** WORK TASK **
For the string "Start", search the entries below and copy every line where it appears.

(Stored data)
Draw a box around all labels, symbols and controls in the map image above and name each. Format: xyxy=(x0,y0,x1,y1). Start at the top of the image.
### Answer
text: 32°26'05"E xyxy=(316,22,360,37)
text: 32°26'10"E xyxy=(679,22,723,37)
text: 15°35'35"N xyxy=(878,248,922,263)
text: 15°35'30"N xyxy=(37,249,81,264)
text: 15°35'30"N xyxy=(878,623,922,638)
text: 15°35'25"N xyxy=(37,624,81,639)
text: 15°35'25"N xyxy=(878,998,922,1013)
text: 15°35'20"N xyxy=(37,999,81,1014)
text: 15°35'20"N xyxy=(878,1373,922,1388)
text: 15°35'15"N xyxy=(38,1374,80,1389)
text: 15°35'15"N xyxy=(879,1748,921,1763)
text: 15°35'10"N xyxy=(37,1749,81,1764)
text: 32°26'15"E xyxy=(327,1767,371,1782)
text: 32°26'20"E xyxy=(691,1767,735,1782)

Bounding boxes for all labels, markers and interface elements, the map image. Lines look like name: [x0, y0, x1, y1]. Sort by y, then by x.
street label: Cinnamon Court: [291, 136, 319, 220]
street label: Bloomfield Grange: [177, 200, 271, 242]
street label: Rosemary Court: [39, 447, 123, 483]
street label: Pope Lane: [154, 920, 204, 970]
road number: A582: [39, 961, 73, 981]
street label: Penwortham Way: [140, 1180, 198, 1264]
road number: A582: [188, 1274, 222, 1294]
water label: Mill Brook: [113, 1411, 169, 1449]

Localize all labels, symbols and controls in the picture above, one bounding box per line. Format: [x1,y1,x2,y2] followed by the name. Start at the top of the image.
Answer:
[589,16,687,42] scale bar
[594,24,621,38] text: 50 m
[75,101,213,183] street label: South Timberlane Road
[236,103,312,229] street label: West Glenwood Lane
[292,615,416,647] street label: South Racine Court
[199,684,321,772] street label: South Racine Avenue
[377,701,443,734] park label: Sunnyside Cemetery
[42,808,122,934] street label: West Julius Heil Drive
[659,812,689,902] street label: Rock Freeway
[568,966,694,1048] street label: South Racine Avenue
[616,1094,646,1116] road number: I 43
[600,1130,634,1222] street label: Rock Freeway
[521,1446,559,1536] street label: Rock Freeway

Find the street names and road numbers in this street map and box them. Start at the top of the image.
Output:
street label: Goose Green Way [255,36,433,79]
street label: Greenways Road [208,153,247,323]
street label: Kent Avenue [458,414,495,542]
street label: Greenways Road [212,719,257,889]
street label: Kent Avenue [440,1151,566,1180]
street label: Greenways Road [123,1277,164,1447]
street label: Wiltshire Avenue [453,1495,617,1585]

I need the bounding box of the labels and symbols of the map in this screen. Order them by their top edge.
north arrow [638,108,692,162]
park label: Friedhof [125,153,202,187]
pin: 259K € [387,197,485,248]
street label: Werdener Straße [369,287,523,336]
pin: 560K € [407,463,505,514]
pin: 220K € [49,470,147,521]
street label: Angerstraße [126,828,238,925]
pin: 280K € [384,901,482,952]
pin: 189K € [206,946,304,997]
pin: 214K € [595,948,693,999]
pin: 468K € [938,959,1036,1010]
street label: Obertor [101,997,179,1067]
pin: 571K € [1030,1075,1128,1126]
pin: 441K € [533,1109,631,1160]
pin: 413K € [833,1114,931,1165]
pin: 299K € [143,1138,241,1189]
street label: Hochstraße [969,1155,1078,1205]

** OUTPUT **
Draw a box around all labels, symbols and controls in the map image above and name each. Format: xyxy=(x0,y0,x1,y1). Start at the top of the image.
Localize all labels, symbols and controls in the picture above, one bounding box per line. Format: [x1,y1,x2,y2] followed by the name. Start at the top of the image.
Find the street names and road numbers in this street map and box them. Start at the top of the image.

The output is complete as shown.